DIRECTIONS FOR THIS TASK: Print exactly what the entries say, line by line, from the first line down to the one with "position:absolute; left:964px; top:18px;", inclusive.

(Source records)

::::::

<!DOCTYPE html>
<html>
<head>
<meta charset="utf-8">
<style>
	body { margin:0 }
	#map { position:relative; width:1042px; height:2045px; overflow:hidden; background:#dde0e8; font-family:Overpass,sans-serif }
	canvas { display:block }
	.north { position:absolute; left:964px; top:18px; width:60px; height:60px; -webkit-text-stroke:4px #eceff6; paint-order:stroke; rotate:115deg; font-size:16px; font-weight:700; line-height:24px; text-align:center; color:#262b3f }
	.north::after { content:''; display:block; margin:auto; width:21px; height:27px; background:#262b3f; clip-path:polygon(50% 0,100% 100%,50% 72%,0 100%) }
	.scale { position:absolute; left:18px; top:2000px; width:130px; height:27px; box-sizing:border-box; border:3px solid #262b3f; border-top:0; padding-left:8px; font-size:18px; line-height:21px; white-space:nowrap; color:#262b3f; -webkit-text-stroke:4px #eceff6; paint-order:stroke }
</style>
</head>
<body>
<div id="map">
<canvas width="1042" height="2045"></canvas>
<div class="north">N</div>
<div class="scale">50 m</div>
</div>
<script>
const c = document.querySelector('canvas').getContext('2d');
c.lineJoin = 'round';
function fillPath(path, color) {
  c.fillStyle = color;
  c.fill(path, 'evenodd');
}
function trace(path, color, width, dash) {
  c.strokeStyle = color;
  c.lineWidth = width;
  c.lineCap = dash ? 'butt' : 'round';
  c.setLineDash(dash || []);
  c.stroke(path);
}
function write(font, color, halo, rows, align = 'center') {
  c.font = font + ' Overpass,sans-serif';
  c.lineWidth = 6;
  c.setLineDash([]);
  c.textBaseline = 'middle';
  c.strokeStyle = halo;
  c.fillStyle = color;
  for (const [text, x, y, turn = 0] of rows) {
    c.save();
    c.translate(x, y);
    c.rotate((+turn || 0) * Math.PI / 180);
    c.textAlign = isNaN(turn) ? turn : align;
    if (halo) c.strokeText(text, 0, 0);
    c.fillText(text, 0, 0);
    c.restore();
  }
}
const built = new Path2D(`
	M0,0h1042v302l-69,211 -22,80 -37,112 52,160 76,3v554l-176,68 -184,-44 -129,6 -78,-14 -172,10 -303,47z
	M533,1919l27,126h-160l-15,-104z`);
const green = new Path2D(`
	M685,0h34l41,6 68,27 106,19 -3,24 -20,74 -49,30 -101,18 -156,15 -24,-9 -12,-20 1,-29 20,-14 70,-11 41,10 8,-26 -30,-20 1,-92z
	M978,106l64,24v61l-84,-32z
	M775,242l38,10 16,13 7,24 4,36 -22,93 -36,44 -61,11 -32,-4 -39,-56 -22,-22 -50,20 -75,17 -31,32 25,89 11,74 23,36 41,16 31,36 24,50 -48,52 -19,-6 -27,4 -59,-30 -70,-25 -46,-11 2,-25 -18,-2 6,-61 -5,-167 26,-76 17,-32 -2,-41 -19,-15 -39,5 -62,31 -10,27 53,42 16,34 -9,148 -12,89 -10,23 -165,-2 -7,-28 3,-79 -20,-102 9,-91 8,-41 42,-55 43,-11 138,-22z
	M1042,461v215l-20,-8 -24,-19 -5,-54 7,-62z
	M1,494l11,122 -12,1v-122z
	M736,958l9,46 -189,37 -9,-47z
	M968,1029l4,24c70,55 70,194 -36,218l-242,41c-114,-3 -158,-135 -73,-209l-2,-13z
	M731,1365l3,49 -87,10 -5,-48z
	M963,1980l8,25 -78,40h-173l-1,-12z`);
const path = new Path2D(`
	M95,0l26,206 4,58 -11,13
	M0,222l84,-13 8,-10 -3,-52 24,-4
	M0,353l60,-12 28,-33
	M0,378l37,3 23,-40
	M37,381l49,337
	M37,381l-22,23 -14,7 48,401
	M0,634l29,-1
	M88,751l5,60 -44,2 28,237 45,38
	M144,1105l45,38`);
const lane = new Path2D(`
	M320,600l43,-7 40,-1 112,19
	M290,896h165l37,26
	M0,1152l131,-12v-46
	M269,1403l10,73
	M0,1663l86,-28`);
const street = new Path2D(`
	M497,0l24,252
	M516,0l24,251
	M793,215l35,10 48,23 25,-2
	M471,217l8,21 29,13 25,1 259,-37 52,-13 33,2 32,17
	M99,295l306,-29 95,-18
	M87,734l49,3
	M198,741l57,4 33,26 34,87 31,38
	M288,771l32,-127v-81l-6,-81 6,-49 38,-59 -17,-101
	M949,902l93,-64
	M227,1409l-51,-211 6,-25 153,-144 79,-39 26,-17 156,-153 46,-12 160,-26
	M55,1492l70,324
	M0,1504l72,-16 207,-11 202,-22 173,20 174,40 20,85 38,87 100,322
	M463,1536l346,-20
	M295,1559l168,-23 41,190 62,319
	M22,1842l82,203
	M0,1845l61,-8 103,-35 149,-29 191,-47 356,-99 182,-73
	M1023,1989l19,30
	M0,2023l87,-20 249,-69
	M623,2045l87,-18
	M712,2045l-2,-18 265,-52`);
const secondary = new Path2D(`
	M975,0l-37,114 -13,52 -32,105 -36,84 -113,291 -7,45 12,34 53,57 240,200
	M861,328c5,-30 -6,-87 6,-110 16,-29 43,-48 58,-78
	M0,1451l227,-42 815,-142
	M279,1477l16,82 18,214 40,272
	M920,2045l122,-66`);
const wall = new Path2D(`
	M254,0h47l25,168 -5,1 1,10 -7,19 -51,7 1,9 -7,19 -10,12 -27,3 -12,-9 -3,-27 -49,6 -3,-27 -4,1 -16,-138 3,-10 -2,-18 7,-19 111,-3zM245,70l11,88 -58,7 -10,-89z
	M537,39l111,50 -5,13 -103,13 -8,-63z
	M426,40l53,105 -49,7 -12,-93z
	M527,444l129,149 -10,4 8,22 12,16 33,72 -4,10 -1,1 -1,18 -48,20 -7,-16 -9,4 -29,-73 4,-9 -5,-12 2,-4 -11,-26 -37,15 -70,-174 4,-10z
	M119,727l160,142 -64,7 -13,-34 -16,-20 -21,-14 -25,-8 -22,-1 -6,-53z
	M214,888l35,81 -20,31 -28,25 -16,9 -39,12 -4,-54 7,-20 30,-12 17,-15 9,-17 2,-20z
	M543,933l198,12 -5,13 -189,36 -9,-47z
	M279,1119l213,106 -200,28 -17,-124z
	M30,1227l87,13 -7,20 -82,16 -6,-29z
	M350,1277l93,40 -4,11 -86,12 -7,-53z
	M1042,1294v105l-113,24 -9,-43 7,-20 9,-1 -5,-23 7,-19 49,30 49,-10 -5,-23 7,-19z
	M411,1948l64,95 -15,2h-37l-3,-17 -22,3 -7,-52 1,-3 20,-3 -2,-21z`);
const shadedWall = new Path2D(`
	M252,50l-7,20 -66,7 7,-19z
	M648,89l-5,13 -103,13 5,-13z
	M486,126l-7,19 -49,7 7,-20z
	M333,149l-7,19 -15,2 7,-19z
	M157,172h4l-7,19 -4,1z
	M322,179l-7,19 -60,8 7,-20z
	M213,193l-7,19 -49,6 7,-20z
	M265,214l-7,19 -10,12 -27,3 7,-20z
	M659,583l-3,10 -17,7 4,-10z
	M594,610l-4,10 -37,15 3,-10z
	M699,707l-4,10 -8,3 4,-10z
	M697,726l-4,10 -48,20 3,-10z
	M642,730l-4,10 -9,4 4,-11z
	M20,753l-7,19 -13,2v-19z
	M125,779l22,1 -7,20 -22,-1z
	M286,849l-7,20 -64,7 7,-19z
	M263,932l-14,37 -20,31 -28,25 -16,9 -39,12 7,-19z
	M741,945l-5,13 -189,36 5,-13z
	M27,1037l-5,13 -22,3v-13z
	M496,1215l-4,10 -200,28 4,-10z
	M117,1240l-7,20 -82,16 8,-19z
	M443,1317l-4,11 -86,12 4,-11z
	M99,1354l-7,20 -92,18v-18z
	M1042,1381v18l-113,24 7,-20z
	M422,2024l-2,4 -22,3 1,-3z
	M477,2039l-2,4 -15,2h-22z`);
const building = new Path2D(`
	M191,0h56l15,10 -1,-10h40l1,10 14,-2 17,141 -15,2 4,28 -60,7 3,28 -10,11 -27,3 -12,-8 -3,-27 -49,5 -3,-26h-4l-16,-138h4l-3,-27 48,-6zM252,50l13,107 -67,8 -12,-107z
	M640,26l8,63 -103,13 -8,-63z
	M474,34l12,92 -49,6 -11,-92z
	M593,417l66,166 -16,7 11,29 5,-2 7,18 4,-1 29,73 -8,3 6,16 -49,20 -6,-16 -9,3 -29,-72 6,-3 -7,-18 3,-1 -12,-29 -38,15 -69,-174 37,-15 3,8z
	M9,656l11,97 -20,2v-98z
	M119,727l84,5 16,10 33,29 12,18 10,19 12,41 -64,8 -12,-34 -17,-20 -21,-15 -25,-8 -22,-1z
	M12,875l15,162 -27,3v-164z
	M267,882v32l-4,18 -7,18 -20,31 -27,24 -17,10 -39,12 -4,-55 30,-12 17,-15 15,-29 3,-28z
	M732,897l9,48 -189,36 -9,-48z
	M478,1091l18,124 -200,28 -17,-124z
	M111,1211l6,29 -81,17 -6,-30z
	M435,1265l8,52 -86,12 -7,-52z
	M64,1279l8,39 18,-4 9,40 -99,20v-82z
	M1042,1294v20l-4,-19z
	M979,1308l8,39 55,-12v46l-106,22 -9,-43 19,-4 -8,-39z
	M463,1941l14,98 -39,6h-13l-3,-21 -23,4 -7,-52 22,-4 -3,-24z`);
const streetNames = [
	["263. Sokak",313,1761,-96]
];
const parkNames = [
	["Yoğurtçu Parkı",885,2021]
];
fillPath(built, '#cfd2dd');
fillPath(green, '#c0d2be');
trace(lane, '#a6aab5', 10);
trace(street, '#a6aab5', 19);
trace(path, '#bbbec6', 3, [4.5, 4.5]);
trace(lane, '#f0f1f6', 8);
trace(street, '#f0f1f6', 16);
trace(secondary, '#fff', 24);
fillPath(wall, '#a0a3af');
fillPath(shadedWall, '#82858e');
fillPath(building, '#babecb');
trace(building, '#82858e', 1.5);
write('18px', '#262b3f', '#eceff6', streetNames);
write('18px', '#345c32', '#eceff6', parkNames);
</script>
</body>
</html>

::::::

SOLUTION FOR THIS PROBLEM:
<!DOCTYPE html>
<html>
<head>
<meta charset="utf-8">
<style>
	body { margin:0 }
	#map { position:relative; width:1042px; height:2045px; overflow:hidden; background:#dde0e8; font-family:Overpass,sans-serif }
	canvas { display:block }
	.north { position:absolute; left:964px; top:18px; width:60px; height:60px; -webkit-text-stroke:4px #eceff6; paint-order:stroke; rotate:115deg; font-size:16px; font-weight:700; line-height:24px; text-align:center; color:#262b3f }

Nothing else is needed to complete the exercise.